A l'étranger, le foyer néerlandais s'est éteint, mais un autre est né en Suède, grâce à l'action du docteur Anton Nyström qui crée l'Institut ouvrier de Stockolm. Un groupe s'est constitué également à Budapest. Mais c'est encore en Angleterre que le positivisme est le plus vivant : le groupe de Newton Hall, resté fidèle à Pierre Laffitte, essaime au nord de Londres et à Manchester. Au Brésil, la situation est plus confuse. Pierre Laffitte avait promu à Paris deux Sud-Américains à la dignité sacerdotale, le Chilien Jorge Lagarrigue et le Brésilien Miguel Lemos, mais ils ne vont pas tarder à s'opposer violemment à Laffitte, lui reprochant son abandon de l'impulsion religieuse, et ils entrent en dissidence en 1883. Au moment de la révolution de 1889 et de l'abdication de l'Empereur Pedros II, l'un des instigateurs, le senhor colonel Benjamin Constant (Botello de Magalhos) devient ministre de la nouvelle république. Celui-ci, qui avait participé à l'introduction du positivisme au Brésil, avait rompu avec Lemos au moment du schisme.
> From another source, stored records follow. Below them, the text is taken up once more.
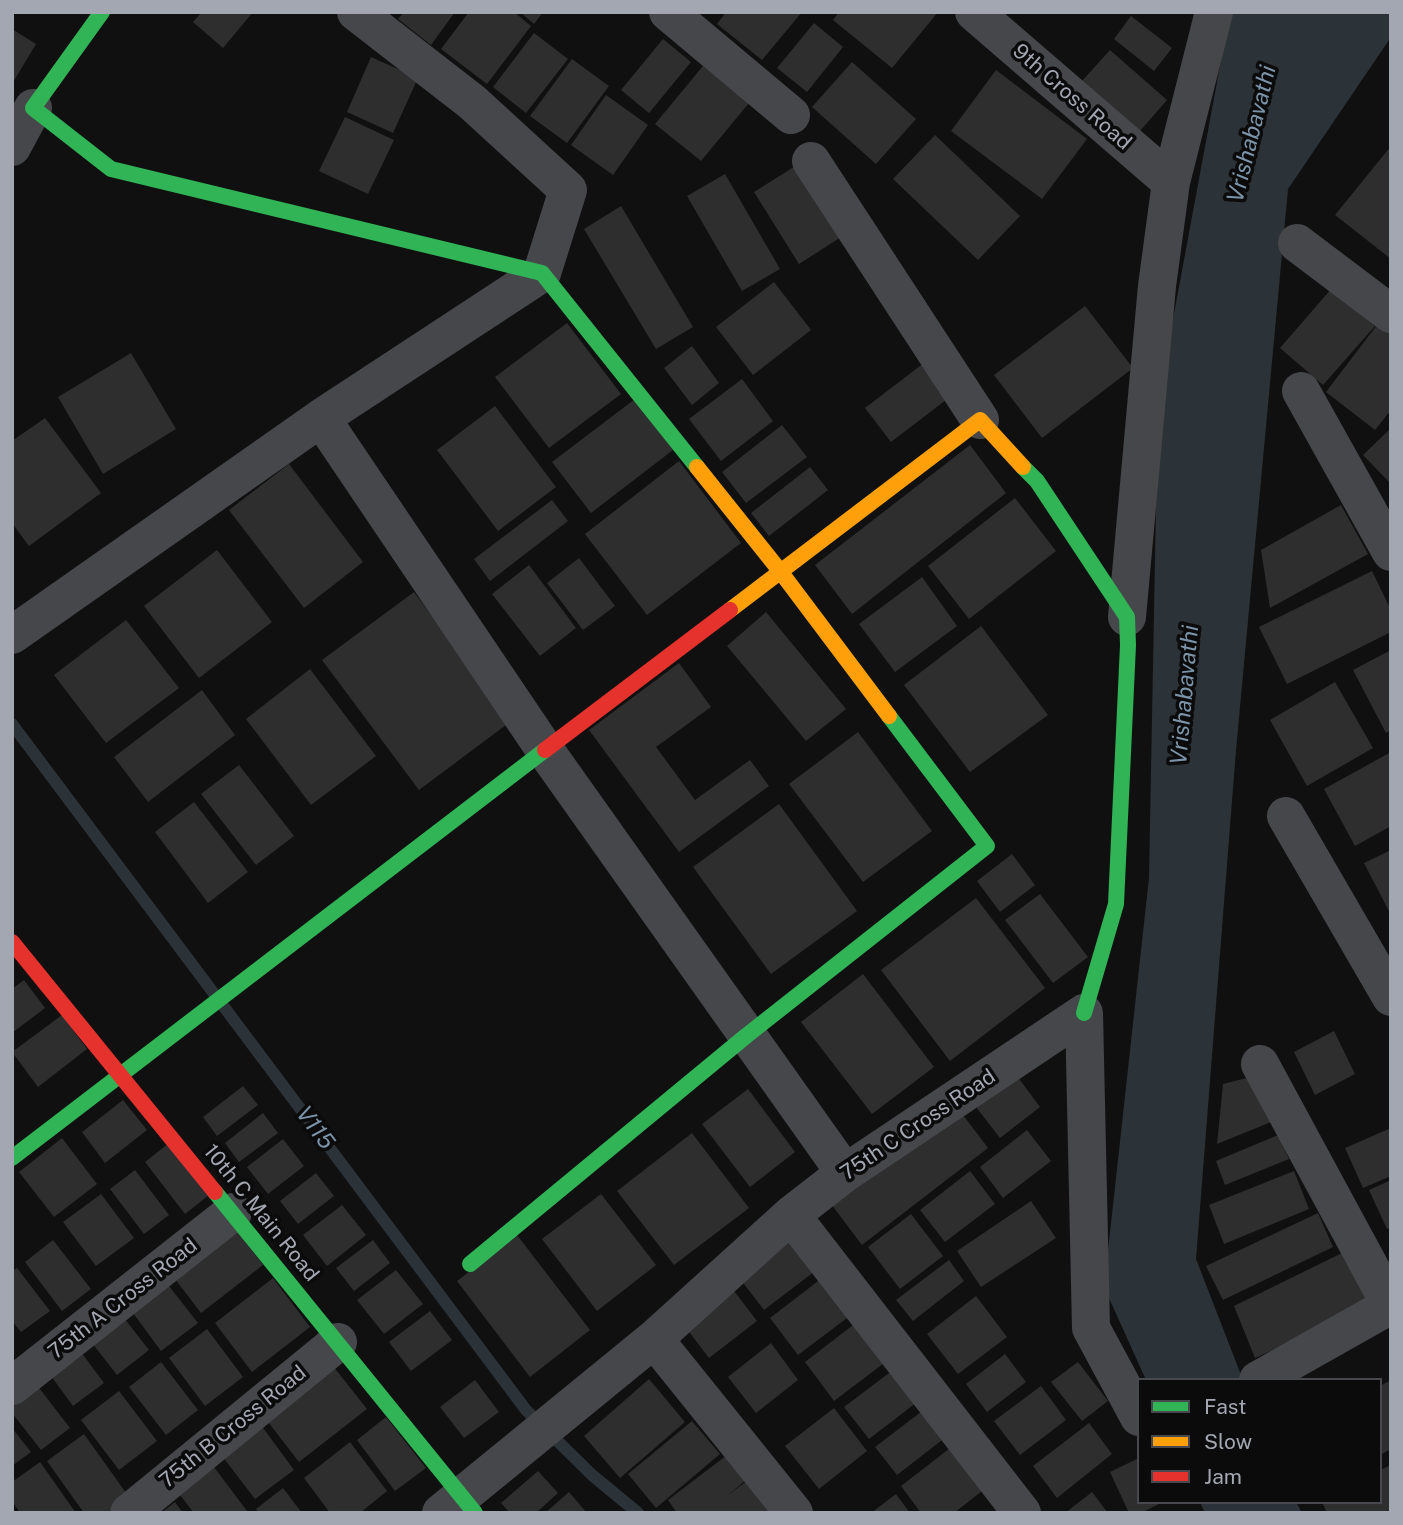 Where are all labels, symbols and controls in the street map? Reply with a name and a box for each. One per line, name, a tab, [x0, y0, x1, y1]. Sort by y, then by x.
street label: 9th Cross Road	[1008, 39, 1136, 155]
water label: Vrishabavathi	[1222, 63, 1282, 205]
water label: Vrishabavathi	[1165, 624, 1205, 766]
street label: 75th C Cross Road	[836, 1064, 1000, 1186]
water label: V115	[290, 1101, 340, 1155]
street label: 10th C Main Road	[198, 1139, 324, 1287]
street label: 75th A Cross Road	[44, 1233, 202, 1365]
street label: 75th B Cross Road	[155, 1360, 311, 1494]
legend	[1137, 1378, 1382, 1504]
text: Fast	[1204, 1394, 1246, 1419]
text: Slow	[1204, 1429, 1252, 1454]
text: Jam	[1204, 1464, 1242, 1489] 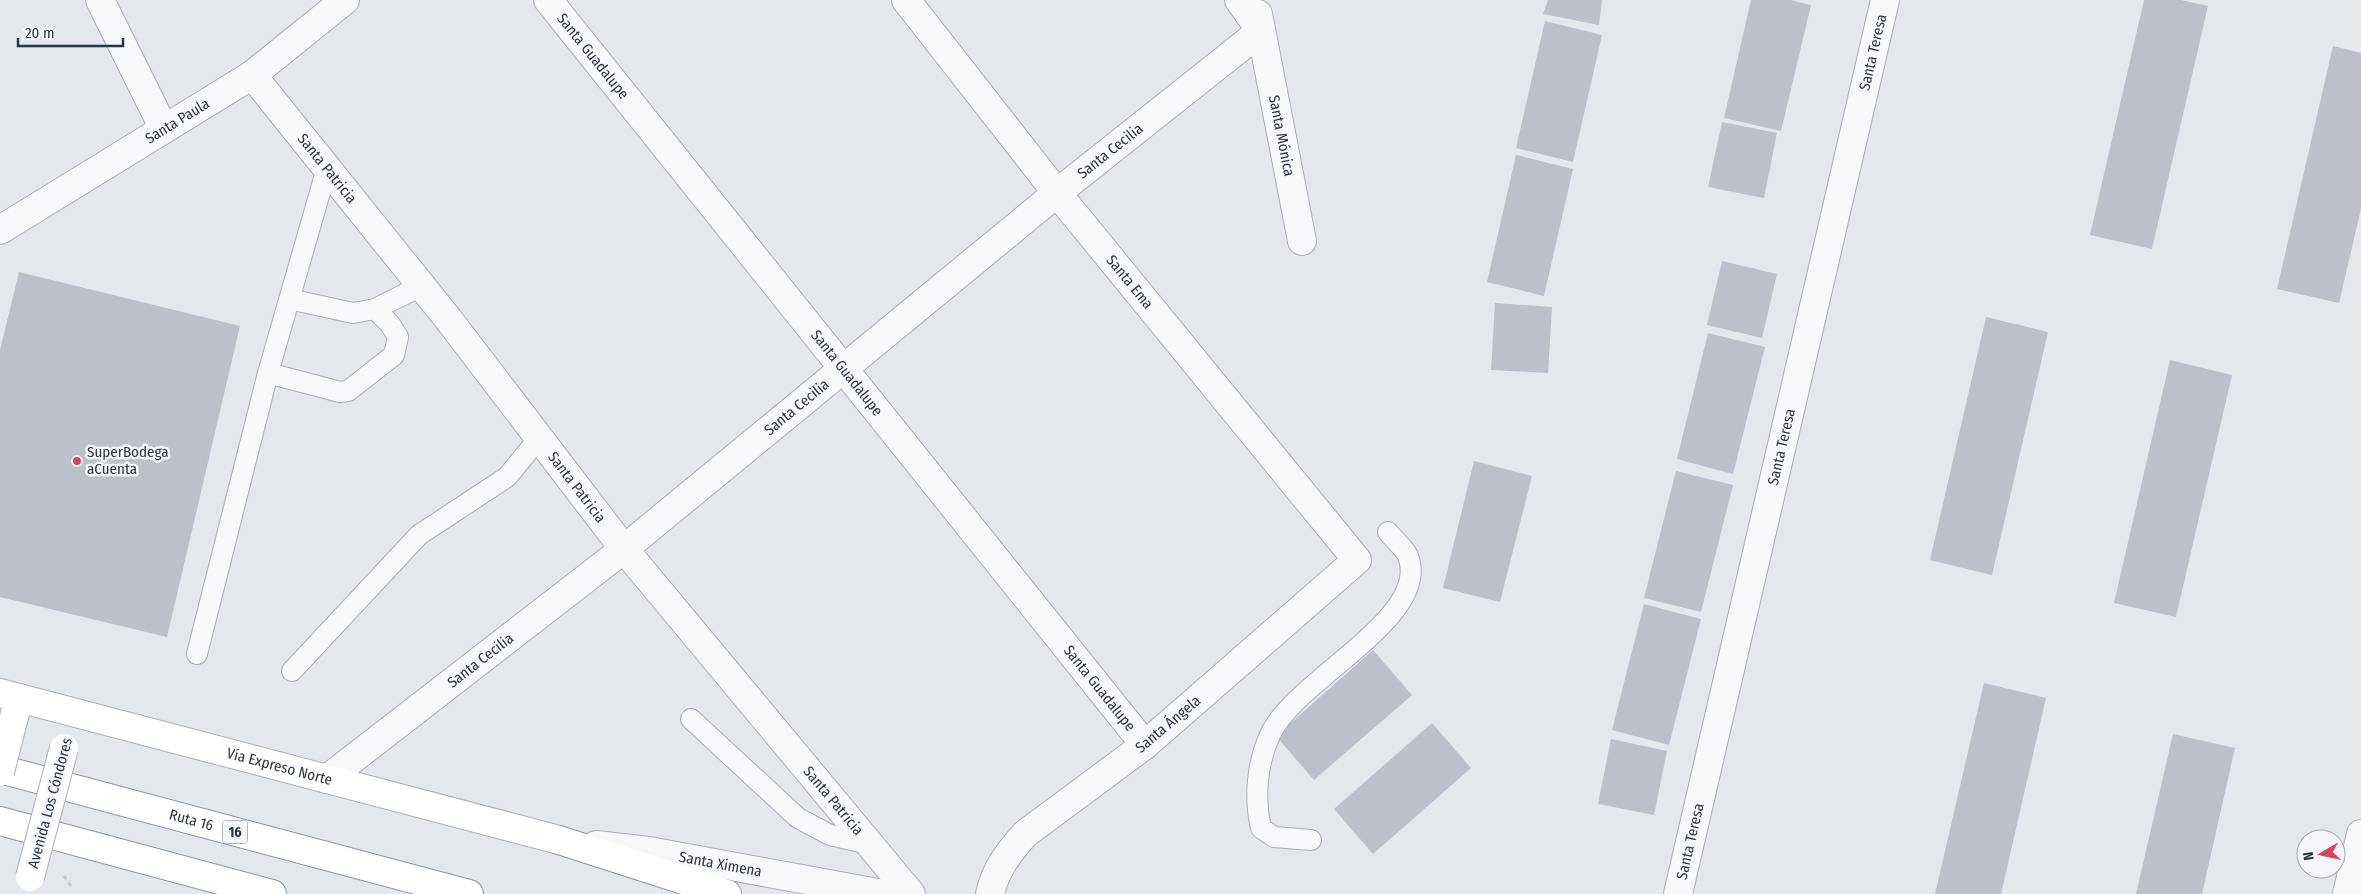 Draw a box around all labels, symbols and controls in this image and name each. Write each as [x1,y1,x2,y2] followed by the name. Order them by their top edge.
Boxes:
[553,10,633,103] street label: Santa Guadalupe
[1855,12,1890,92] street label: Santa Teresa
[18,15,122,47] scale bar
[25,24,55,42] text: 20 m
[1265,94,1298,178] street label: Santa Mónica
[142,95,213,148] street label: Santa Paula
[1074,119,1146,182] street label: Santa Cecilia
[294,130,361,207] street label: Santa Patricia
[1102,251,1157,313] street label: Santa Ema
[807,327,887,420] street label: Santa Guadalupe
[761,375,833,439] street label: Santa Cecilia
[1764,407,1799,487] street label: Santa Teresa
[87,443,169,478] place label: SuperBodega aCuenta
[544,448,610,526] street label: Santa Patricia
[71,455,83,467] marker: SuperBodega aCuenta
[444,629,517,691] street label: Santa Cecilia
[1060,642,1139,735] street label: Santa Guadalupe
[1132,692,1204,756] street label: Santa Ángela
[24,736,76,870] street label: Avenida Los Cóndores
[225,744,334,789] street label: Vía Expreso Norte
[799,763,867,839] street label: Santa Patricia
[1673,801,1708,881] street label: Santa Teresa
[167,805,215,834] street label: Ruta 16
[222,820,248,844] road number: 16
[2296,829,2346,879] north arrow
[678,848,763,881] street label: Santa Ximena
[2300,850,2318,861] text: N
A Paris, Pierre Laffitte ne reste pas inactif. Il annonce en 1885 la formation d'une Société d'enseignement populaire supérieur et il sollicite du Conseil d'Etat sa reconnaissance comme étant d'utilité publique. Quelques années plus tard en 1892, il obtient du Ministre de l'Instruction publique, Léon Bourgeois, la chaire d'Histoire des Sciences au Collège de France, véritable consécration officielle, sinon du positivisme, du moins de son principal représentant. Mais Pierre Laffitte a beau rappeler que le Maître avait sollicité cette chaire en son temps auprès de Guizot, les opposants s'indigneront de voir devenir "fonctionnaire public" celui qui "passait pour le chef de l'école, du parti et de la secte positiviste, pour le porte-drapeau des adhérents, des croyants à la Religion de l'Humanité". Il faut dire qu'à 69 ans, Laffitte qui avait renoncé à sa profession pour se consacrer à la propagande positiviste, s'assure enfin d'un revenu convenable.
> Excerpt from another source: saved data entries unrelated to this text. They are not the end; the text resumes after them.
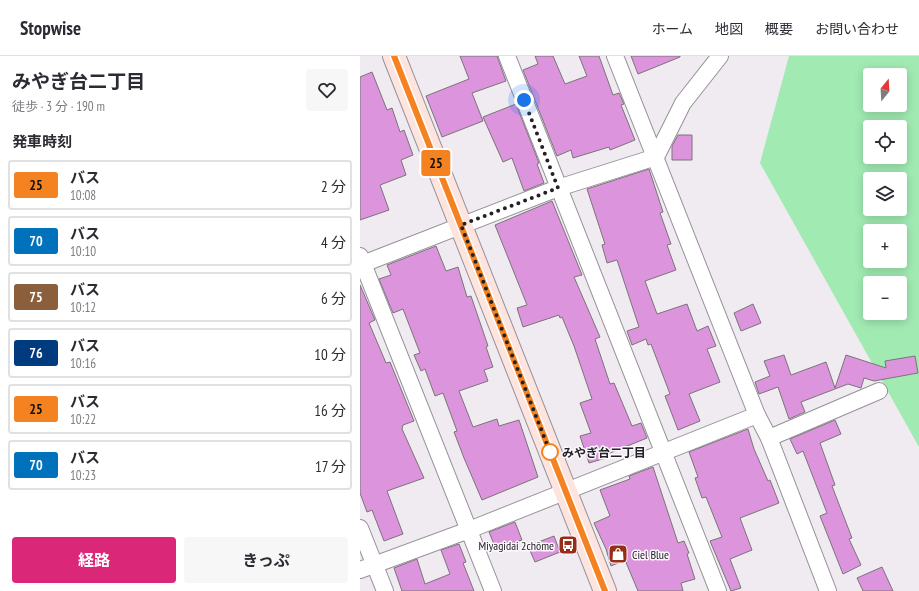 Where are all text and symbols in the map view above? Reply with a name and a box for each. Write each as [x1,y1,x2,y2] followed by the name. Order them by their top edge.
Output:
[20,16,81,40] text: Stopwise
[651,20,693,38] text: ホーム
[715,20,743,38] text: 地図
[765,20,793,38] text: 概要
[815,20,899,38] text: お問い合わせ
[863,68,907,112] north arrow
[863,68,907,320] map controls
[12,69,145,93] text: みやぎ台二丁目
[306,69,348,111] button: heart
[514,90,534,110] your location
[12,98,105,115] text: 徒歩 · 3 分 · 190 m
[863,120,907,164] button: locate
[12,132,72,151] text: 発車時刻
[418,150,454,176] line badge: 25
[429,154,443,172] text: 25
[70,168,100,187] text: バス
[863,172,907,216] button: layers
[29,176,43,194] text: 25
[321,177,346,196] text: 2 分
[70,187,96,204] text: 10:08
[70,224,100,243] text: バス
[863,224,907,268] button: +
[29,232,43,250] text: 70
[321,233,346,252] text: 4 分
[70,243,96,260] text: 10:10
[863,276,907,320] button: −
[70,280,100,299] text: バス
[29,288,43,306] text: 75
[321,289,346,308] text: 6 分
[70,299,96,316] text: 10:12
[70,336,100,355] text: バス
[29,344,43,362] text: 76
[314,345,346,364] text: 10 分
[70,355,96,372] text: 10:16
[70,392,100,411] text: バス
[29,400,43,418] text: 25
[314,401,346,420] text: 16 分
[70,411,96,428] text: 10:22
[541,443,559,461] marker: みやぎ台二丁目
[562,445,646,460] place label: みやぎ台二丁目
[70,448,100,467] text: バス
[29,456,43,474] text: 70
[315,457,346,476] text: 17 分
[70,467,96,484] text: 10:23
[557,534,579,556] bus stop icon: Miyagidai 2chōme
[12,537,176,583] button: 経路
[184,537,348,583] button: きっぷ
[479,538,554,553] place label: Miyagidai 2chōme
[607,543,629,565] shop icon: Ciel Blue
[632,547,669,562] place label: Ciel Blue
Mais Laffitte ne s'arrête pas en chemin. Apprenant le décès de la propriétaire et la mise en vente de l'immeuble du 10 rue Monsieur le Prince, il décide de l'acheter en entier et l'acquiert à l'amiable pour la somme de 190.000 F. Il crée à cet effet une Société civile immobilière (SCI Pierre Laffitte) dont il est le président, en faisant appel à la générosité de ses amis positivistes qui prennent des parts dans la Société, mais aussi à des emprunts qu'il compte rembourser à l'aide du subside positiviste. Il explique à ses adhérents combien il est important de sauvegarder l'appartement sacré (notre Kaaba, disait-il)(19). "La possession de la maison d'Auguste Comte, qui nous garantit la perpétuité de celle de son appartement, a pour nous une importance capitale devant laquelle s'effacent les embarras financiers. Nous avons là un centre de ralliement et d'action pour les groupes positivistes comme pour les individus isolés". C'est bien en effet cette notion de centre de ralliement qui va constituer tout l'enjeu dans les années à venir, autour de la maison d'Auguste Comte, bien plus que celle de siège de la Religion de l'Humanité.
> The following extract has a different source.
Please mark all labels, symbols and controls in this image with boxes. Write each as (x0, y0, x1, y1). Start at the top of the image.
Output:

C'est alors que Pierre Laffitte annonce, dans la circulaire datée du 12 Aristote 106 (9 mars 1894), que par suite de l'achat de l'immeuble, "le mandat des Exécuteurs testamentaires d'Auguste Comte se trouvait entièrement épuisé et l'Exécution testamentaire définitivement close". Il faut dire que le corps des treize exécuteurs testamentaires qui s'était régénéré au fil des décès de ses membres par la règle sociocratique(20), représentait une gêne sinon une menace, pour l'action de Pierre Laffitte, sachant notamment que deux membres du corps étaient schismatiques (Audiffrent et Congreve) . En tout cas le docteur Robinet, pourtant son plus fidèle ami, se rebiffe et refuse la dissolution de l'Exécution testamentaire. Avec l'aide de Deullin et de Foucart, il envoie une circulaire à tous les adhérents, véritable manifeste contre l'action de Pierre Laffitte, où notamment il dénonce sa mainmise sur les meubles et le patrimoine d'Auguste Comte "qui ne lui appartenaient pas".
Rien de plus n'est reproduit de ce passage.